> Listed entries:
☆ ☆ ☆

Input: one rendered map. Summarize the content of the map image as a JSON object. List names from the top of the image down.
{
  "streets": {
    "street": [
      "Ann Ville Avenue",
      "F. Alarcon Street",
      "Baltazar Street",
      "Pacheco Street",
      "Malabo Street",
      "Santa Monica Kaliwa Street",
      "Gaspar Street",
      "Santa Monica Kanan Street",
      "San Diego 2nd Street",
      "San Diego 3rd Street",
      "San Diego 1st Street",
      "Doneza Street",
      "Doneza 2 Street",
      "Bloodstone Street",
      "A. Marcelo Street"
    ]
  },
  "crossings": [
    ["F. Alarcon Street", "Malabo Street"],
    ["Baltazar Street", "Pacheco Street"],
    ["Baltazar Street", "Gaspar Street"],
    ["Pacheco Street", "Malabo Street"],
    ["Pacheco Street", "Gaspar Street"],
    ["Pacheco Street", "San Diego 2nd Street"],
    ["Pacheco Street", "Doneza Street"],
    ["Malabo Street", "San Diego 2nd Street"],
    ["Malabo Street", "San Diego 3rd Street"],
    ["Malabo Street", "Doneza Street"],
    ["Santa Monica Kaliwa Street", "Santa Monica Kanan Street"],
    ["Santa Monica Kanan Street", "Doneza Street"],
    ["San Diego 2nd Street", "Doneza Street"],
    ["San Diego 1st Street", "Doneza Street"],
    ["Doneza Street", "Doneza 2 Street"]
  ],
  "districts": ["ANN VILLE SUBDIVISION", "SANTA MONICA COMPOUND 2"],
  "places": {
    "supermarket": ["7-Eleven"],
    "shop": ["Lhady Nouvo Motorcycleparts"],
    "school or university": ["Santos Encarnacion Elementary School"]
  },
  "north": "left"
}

☆ ☆ ☆

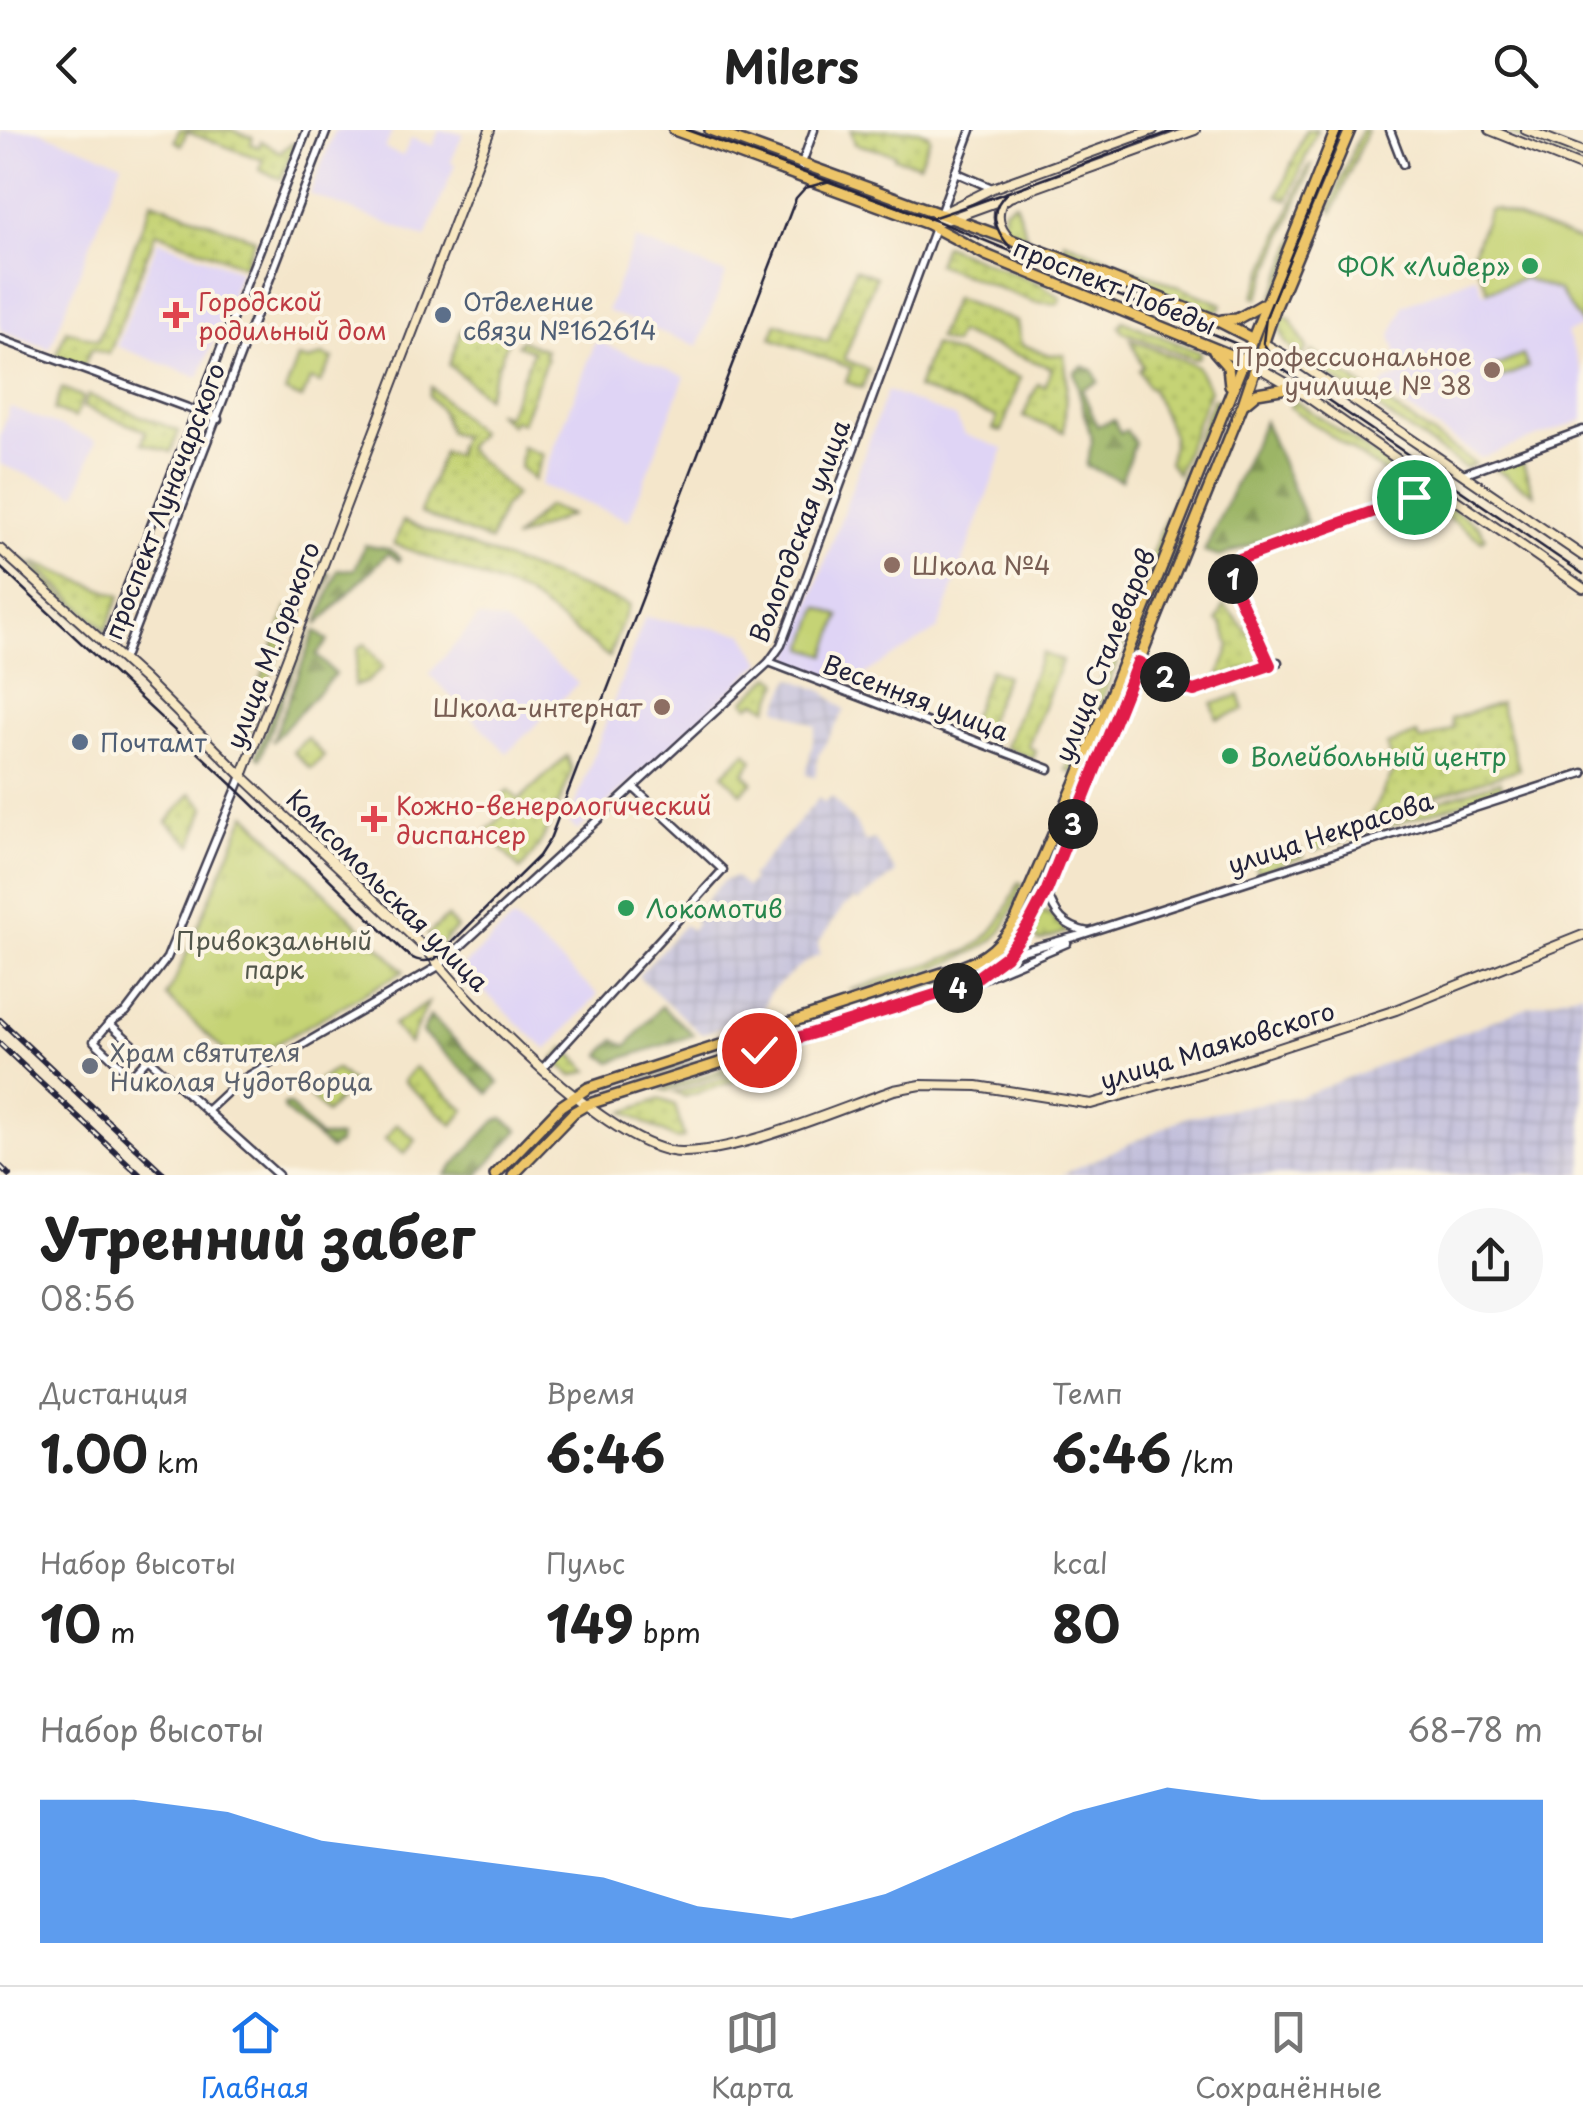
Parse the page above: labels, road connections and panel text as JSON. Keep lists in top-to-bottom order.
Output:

☆ ☆ ☆

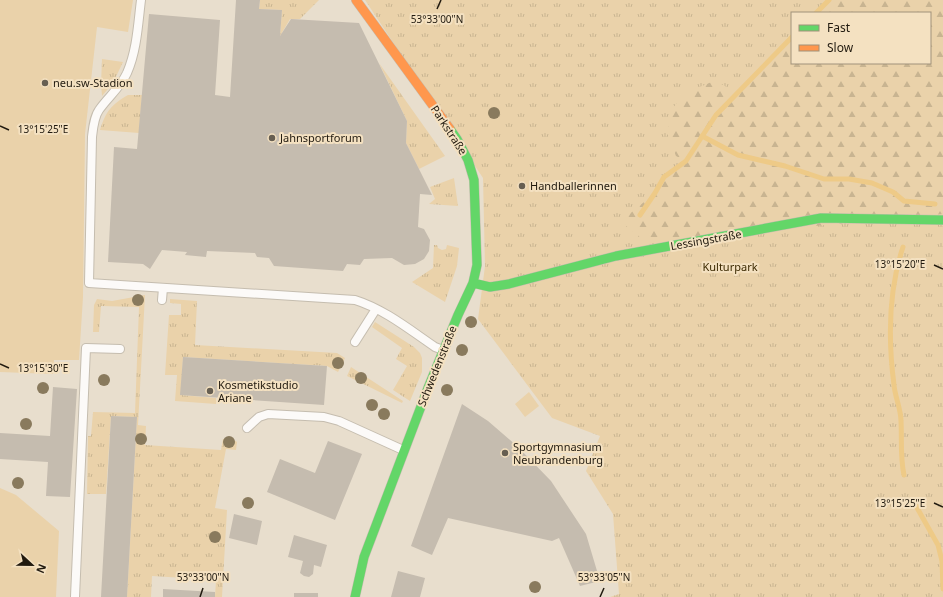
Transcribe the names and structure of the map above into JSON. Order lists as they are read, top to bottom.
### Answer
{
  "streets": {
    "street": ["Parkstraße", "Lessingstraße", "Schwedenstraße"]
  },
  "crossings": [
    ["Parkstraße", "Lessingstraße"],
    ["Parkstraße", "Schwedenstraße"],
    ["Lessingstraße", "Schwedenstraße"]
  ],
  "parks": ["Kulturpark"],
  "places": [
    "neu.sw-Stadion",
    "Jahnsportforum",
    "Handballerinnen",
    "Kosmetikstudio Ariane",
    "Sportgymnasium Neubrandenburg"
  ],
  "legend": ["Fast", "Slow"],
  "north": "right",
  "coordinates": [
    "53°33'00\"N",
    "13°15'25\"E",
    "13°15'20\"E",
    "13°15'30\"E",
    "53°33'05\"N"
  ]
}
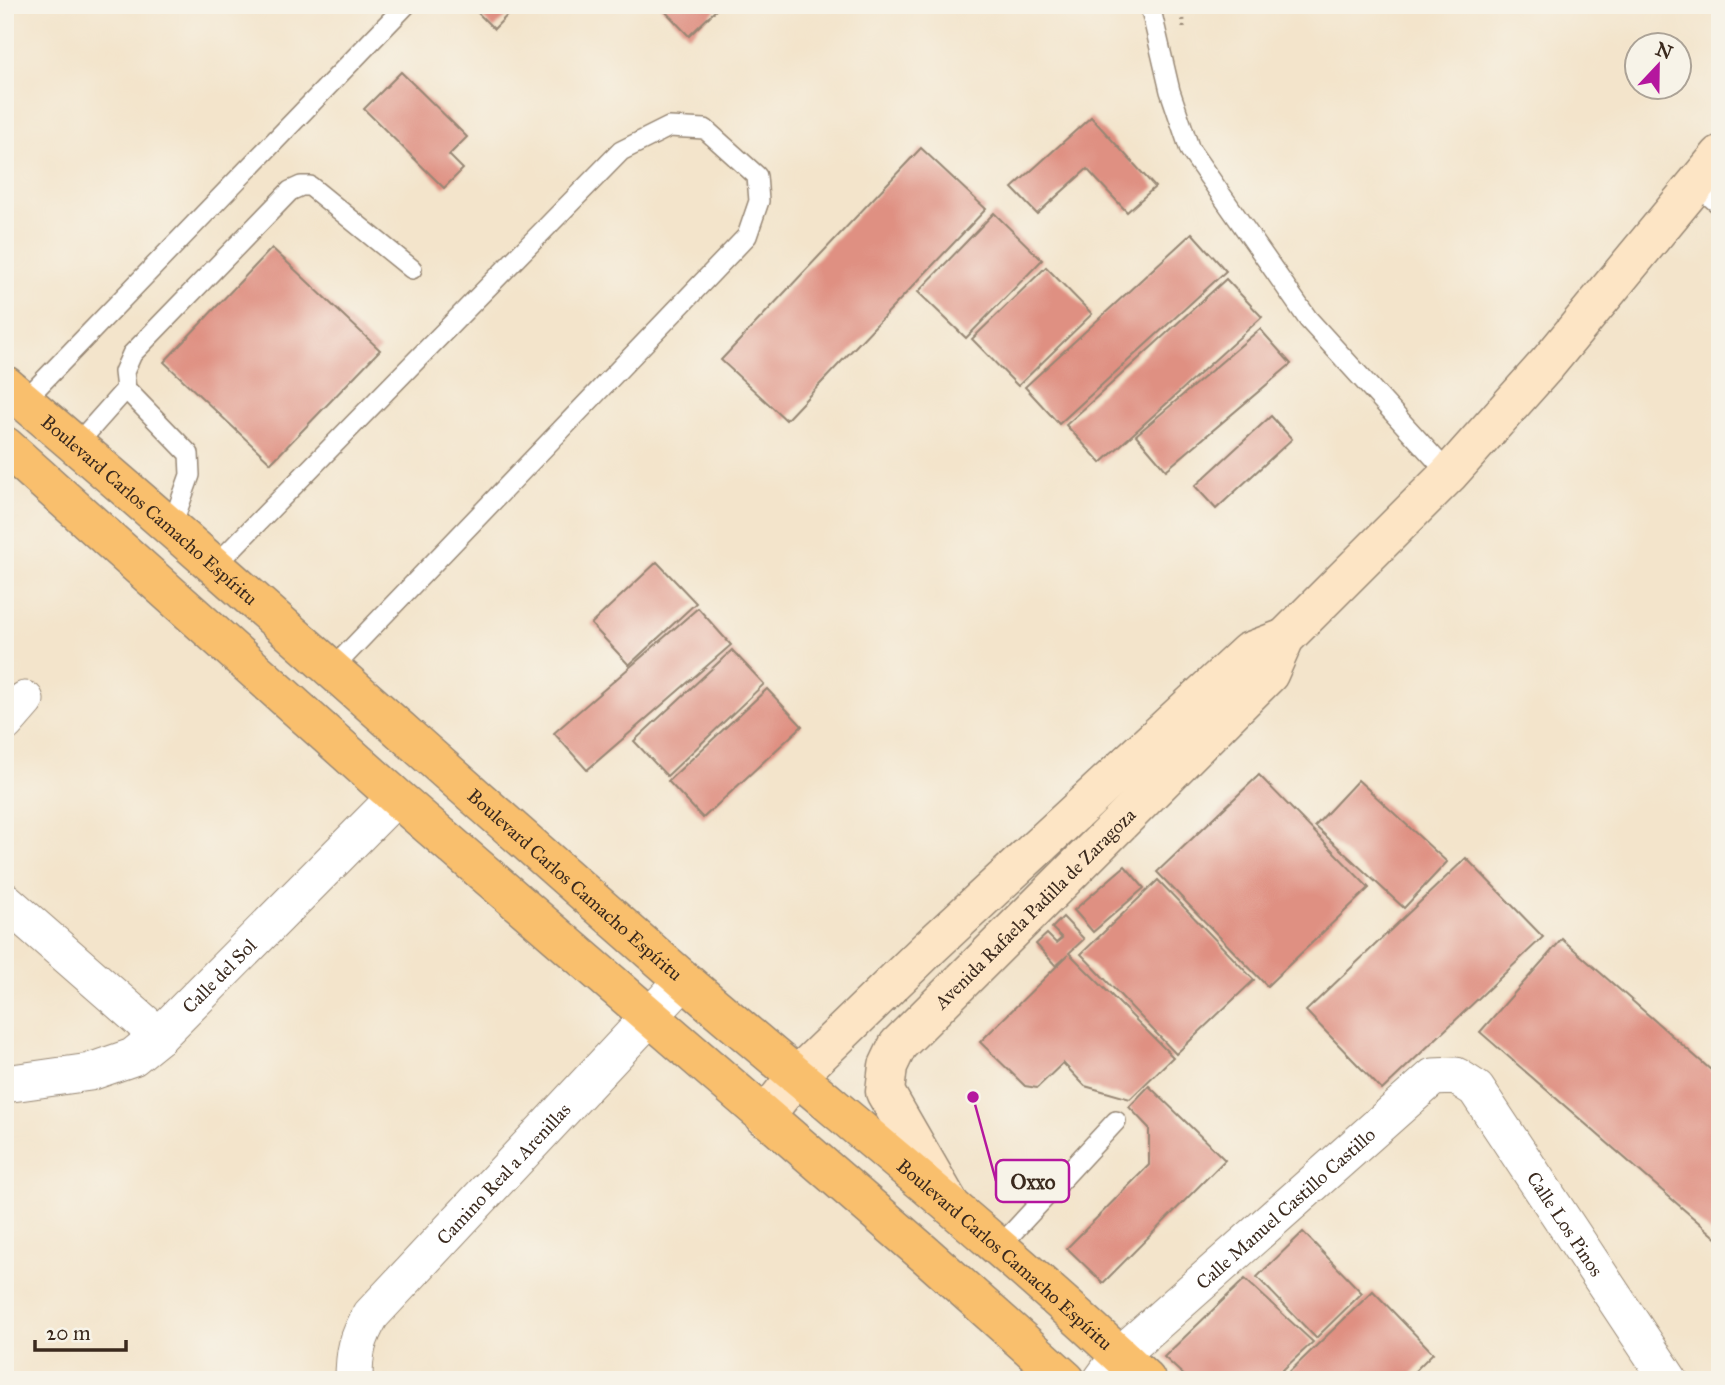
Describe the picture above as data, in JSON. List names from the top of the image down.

☆ ☆ ☆

> Work task: Return each line of the listing that holds the string "lists".

> Reply:
Parse the page above: labels, road connections and panel text as JSON. Keep lists in top-to-bottom order.
Transcribe the names and structure of the map above into JSON. Order lists as they are read, top to bottom.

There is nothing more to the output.